* LISTED ENTRIES *
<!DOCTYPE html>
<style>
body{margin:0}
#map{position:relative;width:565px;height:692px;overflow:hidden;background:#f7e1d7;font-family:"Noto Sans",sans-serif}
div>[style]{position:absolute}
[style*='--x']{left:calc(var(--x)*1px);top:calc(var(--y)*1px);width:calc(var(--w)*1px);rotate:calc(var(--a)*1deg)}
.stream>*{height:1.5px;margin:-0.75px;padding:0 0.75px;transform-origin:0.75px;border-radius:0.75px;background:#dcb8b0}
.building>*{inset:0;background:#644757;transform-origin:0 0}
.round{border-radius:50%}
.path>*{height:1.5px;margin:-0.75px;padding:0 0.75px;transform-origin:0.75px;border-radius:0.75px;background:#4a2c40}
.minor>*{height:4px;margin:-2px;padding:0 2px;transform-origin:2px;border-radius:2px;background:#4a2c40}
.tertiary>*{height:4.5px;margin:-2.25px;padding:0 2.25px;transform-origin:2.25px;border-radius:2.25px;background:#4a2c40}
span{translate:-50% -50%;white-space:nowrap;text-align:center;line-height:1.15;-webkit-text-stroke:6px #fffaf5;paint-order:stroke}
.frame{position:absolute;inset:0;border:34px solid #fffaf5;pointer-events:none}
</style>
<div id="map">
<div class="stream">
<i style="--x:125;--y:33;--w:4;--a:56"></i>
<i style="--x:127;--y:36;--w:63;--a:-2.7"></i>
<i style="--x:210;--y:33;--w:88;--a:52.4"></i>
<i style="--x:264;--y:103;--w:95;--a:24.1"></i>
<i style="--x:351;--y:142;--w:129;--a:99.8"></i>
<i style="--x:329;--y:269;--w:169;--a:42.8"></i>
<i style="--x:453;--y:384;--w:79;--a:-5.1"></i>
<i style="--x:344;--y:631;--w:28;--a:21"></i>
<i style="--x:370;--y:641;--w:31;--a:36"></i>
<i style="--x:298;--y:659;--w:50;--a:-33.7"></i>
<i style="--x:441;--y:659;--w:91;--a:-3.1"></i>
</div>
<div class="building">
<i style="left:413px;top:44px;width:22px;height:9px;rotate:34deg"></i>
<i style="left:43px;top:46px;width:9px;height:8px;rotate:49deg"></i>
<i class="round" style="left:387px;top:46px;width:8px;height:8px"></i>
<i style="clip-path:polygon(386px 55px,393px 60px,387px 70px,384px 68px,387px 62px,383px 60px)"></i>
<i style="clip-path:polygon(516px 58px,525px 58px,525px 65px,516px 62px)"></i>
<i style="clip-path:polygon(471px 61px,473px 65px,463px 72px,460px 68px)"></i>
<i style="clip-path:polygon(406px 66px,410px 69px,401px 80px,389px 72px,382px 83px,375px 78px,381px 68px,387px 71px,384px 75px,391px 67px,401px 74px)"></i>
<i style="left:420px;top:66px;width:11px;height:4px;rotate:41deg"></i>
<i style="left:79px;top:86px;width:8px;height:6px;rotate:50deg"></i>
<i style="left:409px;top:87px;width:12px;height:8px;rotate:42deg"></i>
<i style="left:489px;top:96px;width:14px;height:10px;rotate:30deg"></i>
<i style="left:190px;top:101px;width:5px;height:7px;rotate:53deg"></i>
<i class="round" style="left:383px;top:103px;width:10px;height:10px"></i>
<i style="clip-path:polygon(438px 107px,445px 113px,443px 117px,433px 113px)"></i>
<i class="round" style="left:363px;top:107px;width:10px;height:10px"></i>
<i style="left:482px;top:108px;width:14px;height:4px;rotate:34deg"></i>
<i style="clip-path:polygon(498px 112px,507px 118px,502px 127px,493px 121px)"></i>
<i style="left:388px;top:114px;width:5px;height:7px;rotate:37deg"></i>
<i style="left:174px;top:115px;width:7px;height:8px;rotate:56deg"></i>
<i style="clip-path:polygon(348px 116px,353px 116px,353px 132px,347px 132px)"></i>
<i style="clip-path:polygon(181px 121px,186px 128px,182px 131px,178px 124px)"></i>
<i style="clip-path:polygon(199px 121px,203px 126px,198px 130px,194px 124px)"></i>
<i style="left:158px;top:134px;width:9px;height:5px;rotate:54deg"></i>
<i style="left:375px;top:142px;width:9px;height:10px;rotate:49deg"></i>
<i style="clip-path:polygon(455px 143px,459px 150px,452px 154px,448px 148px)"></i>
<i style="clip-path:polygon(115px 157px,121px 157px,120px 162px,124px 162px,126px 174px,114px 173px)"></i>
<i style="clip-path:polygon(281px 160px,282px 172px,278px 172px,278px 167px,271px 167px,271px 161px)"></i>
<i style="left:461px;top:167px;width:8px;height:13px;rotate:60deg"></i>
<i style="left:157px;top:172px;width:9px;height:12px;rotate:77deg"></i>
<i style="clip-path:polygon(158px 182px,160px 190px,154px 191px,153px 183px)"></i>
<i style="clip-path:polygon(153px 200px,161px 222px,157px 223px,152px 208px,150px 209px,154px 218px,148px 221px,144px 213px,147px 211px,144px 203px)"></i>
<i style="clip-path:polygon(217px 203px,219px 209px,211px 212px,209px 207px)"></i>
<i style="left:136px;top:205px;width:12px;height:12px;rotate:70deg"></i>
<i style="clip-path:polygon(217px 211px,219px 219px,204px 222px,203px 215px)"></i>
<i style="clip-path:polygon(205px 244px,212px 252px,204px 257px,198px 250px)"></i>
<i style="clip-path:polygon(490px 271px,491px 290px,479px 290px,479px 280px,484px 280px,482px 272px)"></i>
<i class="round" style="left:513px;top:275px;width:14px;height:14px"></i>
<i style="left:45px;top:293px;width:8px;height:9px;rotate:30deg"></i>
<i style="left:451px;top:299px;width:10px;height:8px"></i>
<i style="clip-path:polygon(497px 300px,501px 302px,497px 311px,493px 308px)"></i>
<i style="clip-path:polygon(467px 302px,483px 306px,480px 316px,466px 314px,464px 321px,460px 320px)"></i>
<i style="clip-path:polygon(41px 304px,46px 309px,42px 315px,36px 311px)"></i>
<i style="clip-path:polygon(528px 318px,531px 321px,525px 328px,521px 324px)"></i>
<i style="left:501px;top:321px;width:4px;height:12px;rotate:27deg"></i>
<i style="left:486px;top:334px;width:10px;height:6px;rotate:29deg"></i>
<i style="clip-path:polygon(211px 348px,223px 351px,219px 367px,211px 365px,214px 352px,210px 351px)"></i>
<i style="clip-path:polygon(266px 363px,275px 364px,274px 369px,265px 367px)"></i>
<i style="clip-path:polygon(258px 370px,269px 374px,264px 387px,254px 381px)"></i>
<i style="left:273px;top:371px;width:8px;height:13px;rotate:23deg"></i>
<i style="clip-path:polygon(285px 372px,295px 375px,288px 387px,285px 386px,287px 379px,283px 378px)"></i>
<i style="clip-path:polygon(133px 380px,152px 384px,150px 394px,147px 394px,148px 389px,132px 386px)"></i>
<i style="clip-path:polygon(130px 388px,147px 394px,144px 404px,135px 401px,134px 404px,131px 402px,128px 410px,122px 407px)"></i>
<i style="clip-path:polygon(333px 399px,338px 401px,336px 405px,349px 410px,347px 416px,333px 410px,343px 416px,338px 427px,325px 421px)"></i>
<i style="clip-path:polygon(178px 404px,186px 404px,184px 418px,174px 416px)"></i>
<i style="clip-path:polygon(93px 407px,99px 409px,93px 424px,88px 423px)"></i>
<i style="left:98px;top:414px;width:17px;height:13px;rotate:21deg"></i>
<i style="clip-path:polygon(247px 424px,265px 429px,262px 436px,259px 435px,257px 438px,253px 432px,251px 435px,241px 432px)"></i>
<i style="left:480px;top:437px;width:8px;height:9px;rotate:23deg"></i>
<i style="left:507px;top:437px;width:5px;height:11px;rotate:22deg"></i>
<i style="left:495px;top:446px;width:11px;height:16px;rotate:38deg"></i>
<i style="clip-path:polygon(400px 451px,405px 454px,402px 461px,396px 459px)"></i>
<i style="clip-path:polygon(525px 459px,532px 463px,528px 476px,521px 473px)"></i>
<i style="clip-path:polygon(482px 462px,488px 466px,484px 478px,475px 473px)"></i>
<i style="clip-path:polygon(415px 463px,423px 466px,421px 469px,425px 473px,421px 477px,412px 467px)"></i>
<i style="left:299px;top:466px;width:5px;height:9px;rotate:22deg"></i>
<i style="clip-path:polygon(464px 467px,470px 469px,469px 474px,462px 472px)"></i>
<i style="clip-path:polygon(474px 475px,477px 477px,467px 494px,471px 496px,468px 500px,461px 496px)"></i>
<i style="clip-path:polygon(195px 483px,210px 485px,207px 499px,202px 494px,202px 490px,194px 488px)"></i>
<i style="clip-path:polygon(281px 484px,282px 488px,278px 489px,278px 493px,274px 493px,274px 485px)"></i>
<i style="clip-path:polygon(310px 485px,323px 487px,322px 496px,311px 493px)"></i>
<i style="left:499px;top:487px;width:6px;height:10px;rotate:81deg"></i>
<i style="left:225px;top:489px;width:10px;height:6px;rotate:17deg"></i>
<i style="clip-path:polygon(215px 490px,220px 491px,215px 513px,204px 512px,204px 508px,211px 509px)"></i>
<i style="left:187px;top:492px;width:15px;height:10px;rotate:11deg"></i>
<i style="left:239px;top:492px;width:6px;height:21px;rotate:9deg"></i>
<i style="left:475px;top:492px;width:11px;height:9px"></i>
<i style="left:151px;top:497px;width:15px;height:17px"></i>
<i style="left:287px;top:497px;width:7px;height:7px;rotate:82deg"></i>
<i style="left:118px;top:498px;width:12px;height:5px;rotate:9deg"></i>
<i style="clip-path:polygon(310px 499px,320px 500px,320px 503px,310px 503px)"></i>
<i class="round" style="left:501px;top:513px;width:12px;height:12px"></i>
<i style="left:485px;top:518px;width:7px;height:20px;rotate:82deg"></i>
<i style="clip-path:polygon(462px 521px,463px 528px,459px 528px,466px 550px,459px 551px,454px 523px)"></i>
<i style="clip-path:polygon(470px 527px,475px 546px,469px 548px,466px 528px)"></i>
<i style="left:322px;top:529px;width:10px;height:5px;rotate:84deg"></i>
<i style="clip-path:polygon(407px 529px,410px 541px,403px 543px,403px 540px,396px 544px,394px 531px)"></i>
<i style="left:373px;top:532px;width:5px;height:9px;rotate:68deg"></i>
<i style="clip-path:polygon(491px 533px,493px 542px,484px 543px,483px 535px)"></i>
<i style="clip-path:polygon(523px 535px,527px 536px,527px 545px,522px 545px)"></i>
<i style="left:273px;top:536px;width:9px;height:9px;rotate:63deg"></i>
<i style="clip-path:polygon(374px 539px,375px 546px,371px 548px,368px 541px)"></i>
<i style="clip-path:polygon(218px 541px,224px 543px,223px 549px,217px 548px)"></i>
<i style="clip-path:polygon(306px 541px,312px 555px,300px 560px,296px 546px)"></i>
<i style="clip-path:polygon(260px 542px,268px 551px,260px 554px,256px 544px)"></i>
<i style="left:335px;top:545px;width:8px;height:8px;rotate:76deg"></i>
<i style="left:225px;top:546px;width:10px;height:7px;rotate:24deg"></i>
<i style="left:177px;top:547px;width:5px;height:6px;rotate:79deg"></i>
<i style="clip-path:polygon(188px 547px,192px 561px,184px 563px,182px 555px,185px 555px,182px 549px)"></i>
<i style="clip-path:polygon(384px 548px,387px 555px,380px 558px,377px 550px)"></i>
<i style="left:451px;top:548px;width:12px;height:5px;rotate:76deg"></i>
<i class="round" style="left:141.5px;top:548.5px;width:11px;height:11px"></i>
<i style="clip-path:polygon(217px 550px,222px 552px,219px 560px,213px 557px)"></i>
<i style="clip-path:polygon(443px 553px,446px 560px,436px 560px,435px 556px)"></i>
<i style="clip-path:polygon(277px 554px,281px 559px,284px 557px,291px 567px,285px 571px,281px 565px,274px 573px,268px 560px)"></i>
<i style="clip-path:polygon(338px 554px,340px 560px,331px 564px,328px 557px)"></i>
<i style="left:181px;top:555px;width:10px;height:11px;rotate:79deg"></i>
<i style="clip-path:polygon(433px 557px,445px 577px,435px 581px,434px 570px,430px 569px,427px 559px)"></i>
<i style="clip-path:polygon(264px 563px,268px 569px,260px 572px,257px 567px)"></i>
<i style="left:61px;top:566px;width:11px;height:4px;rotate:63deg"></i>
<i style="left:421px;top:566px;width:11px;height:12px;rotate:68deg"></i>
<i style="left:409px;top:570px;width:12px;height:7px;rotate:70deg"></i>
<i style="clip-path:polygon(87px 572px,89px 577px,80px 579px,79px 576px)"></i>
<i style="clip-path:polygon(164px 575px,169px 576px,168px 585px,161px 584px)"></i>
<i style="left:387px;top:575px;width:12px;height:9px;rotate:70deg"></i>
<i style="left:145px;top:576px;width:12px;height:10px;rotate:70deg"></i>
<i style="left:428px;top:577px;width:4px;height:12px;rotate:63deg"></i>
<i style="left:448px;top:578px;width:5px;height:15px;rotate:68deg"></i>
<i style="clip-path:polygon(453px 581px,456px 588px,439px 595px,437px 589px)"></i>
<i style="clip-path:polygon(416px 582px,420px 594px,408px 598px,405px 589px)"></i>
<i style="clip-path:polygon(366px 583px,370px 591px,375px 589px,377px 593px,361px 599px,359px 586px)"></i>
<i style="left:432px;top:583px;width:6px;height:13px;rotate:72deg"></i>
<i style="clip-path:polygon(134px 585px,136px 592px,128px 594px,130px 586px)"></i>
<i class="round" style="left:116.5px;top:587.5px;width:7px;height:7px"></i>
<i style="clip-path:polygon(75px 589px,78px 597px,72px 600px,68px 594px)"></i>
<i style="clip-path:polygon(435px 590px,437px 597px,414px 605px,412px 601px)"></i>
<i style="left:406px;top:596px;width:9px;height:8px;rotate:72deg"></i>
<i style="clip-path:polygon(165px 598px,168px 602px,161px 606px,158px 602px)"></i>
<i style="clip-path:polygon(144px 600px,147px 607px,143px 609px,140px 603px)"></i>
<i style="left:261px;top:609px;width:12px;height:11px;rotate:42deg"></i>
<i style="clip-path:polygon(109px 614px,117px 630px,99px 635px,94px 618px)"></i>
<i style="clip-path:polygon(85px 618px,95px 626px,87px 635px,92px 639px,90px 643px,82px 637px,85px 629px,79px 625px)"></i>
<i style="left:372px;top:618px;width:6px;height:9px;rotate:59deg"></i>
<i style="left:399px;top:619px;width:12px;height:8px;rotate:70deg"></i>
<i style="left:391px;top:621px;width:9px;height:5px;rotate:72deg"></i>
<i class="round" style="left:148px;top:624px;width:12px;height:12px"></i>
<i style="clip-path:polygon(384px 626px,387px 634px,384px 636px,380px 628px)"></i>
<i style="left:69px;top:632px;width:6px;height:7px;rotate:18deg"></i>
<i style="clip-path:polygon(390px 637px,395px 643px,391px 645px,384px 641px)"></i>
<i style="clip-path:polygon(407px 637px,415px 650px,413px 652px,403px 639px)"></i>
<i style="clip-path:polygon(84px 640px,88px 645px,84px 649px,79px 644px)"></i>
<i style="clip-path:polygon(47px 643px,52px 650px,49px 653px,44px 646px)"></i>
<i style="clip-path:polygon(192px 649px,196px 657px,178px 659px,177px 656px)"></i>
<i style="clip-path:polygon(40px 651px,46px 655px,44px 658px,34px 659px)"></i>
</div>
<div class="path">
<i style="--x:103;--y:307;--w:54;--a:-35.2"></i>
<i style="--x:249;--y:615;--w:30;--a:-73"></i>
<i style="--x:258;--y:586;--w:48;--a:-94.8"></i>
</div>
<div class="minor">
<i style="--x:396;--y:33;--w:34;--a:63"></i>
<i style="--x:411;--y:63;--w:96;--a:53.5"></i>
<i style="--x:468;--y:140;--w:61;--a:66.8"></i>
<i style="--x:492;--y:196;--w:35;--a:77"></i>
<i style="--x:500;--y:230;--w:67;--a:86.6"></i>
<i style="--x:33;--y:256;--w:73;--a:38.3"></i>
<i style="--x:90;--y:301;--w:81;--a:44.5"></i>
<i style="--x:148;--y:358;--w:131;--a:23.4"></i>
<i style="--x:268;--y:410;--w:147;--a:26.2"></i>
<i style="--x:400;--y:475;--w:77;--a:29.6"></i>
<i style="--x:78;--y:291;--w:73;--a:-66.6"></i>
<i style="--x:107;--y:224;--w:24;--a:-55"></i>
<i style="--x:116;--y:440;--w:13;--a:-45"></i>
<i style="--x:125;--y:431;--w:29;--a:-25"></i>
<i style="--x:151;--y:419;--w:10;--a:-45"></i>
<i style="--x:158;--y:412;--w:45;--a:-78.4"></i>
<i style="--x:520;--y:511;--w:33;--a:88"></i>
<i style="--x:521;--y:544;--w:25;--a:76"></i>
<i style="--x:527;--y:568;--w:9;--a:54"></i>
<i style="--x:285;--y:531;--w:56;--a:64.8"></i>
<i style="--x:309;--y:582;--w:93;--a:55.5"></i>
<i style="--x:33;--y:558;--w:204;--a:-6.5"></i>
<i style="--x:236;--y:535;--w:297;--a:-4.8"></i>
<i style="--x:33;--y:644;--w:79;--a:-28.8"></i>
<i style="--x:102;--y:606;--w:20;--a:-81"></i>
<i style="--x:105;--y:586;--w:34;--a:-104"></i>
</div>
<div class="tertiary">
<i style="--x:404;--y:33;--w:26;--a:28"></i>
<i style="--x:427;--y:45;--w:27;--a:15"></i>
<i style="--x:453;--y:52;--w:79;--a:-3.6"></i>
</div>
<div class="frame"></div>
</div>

* WHAT THE EXERCISE ASKS *
Please copy out each line of the material that contains the string "stream".

* TASK ANSWER *
.stream>*{height:1.5px;margin:-0.75px;padding:0 0.75px;transform-origin:0.75px;border-radius:0.75px;background:#dcb8b0}
<div class="stream">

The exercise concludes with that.